Below are some entries. Copy each line that holds the string "Write".

Supplied data Block Start

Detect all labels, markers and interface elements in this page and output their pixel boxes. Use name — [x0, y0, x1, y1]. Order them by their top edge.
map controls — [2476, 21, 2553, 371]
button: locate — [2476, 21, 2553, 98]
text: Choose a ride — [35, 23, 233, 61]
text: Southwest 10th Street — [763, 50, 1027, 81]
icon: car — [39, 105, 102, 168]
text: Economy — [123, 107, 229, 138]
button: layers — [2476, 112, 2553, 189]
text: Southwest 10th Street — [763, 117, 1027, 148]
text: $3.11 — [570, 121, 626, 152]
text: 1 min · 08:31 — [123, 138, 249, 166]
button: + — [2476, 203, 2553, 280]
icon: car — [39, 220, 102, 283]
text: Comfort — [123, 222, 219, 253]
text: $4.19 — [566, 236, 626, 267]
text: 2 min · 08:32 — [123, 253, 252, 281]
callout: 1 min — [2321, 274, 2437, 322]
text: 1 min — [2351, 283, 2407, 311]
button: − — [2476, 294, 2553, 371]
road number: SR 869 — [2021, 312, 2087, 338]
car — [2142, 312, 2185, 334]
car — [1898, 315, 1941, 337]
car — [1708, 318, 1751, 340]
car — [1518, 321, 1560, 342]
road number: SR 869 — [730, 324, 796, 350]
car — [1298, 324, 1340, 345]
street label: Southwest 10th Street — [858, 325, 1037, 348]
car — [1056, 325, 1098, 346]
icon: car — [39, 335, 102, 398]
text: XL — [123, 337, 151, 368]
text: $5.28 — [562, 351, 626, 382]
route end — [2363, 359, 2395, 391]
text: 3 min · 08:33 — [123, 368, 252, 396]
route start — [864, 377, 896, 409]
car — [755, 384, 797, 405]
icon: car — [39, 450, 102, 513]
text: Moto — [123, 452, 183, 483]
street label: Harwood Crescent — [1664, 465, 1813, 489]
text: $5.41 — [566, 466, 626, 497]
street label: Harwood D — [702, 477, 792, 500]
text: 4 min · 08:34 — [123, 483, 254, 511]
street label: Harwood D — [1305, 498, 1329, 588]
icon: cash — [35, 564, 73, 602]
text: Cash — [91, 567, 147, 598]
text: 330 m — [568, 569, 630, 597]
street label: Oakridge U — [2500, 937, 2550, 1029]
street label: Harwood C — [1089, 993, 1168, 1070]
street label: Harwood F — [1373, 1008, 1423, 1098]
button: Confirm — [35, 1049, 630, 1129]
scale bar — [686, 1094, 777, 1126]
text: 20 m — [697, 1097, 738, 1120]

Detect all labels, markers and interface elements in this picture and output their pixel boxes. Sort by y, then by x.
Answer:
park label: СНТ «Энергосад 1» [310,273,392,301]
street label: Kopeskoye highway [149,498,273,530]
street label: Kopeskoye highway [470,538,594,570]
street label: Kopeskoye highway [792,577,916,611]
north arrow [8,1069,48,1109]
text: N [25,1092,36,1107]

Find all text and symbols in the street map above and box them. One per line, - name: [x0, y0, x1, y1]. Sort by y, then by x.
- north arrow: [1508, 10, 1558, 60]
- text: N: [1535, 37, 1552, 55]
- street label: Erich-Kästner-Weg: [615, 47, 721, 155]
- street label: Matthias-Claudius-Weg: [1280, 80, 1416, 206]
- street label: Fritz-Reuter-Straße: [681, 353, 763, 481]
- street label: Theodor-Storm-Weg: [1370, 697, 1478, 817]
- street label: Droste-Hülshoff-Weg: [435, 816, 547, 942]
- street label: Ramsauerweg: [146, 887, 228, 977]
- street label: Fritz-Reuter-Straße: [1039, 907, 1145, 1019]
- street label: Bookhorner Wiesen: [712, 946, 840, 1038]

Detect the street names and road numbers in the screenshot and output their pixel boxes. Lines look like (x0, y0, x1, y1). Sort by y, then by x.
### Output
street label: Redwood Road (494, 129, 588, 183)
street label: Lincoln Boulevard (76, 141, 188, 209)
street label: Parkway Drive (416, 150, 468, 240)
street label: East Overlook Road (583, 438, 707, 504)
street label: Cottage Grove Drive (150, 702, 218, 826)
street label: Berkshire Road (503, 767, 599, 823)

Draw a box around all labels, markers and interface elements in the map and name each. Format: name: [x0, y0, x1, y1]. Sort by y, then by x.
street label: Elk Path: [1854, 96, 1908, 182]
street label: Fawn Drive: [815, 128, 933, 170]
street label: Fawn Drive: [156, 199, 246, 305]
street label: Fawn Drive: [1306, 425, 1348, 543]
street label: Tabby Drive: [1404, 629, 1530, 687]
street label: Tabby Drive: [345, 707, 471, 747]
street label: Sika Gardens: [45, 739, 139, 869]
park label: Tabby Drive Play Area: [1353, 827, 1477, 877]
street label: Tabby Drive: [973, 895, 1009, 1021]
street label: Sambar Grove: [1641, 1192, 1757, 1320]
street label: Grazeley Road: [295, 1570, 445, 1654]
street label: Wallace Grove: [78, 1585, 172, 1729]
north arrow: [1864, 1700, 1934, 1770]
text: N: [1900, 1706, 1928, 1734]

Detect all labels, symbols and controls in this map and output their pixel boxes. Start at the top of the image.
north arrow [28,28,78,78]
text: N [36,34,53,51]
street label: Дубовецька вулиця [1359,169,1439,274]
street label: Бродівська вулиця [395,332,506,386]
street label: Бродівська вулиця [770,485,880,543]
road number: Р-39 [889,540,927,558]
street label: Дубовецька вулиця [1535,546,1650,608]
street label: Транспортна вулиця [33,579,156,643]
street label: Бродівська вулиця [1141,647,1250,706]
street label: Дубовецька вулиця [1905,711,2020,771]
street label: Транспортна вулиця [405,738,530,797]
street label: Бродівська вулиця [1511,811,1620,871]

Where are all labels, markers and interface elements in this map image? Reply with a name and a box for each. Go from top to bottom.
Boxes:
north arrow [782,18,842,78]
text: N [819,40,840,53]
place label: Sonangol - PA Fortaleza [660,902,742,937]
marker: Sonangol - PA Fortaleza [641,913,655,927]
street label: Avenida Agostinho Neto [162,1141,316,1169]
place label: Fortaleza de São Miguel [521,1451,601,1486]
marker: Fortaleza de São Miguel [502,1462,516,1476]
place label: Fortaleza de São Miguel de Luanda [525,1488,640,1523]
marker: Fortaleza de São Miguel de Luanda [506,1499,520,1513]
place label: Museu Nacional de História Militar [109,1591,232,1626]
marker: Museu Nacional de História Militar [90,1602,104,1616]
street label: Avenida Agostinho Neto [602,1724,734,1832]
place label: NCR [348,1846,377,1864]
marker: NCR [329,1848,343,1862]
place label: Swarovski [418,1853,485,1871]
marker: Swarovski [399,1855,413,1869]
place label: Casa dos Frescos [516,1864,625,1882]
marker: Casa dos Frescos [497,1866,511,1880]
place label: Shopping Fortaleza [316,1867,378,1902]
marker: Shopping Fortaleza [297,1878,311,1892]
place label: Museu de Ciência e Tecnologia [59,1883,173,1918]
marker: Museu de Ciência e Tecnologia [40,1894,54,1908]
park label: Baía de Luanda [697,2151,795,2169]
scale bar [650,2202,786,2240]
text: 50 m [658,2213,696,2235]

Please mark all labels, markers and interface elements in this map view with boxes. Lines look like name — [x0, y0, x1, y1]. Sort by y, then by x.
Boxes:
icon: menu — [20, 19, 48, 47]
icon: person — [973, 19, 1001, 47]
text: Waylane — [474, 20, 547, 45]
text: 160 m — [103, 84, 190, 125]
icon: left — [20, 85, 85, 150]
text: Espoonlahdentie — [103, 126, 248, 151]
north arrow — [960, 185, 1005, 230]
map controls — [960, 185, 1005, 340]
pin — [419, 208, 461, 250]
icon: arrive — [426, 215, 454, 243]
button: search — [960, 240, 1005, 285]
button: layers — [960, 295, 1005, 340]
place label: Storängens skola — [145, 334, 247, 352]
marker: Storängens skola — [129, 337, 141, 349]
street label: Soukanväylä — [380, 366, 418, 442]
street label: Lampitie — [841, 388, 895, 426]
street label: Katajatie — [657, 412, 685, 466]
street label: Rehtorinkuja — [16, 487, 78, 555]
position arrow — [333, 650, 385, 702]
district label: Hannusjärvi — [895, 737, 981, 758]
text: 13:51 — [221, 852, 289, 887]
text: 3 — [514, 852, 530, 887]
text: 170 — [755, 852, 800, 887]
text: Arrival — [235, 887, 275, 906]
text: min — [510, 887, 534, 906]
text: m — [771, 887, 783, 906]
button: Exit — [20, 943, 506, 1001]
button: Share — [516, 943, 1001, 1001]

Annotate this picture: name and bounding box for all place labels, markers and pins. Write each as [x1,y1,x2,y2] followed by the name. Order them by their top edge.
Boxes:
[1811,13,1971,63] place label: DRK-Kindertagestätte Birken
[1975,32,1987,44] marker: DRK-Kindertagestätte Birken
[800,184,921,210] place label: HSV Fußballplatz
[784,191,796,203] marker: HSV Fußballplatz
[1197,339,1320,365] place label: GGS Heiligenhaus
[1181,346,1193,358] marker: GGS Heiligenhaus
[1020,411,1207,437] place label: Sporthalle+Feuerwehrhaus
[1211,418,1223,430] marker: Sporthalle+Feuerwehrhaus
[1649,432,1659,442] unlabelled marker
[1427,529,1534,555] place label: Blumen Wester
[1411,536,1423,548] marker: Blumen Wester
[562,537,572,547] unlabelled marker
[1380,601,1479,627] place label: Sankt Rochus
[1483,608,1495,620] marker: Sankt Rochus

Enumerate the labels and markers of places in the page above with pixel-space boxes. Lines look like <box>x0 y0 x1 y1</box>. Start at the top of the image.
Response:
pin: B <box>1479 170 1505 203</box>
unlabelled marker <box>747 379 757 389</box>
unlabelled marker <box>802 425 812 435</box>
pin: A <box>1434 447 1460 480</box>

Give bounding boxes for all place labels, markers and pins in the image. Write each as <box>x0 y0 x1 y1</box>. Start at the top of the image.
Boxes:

Supplied data Block End

• Result for this task
Annotate this picture: name and bounding box for all place labels, markers and pins. Write each as [x1,y1,x2,y2] followed by the name. Order them by their top edge.
Give bounding boxes for all place labels, markers and pins in the image. Write each as <box>x0 y0 x1 y1</box>. Start at the top of the image.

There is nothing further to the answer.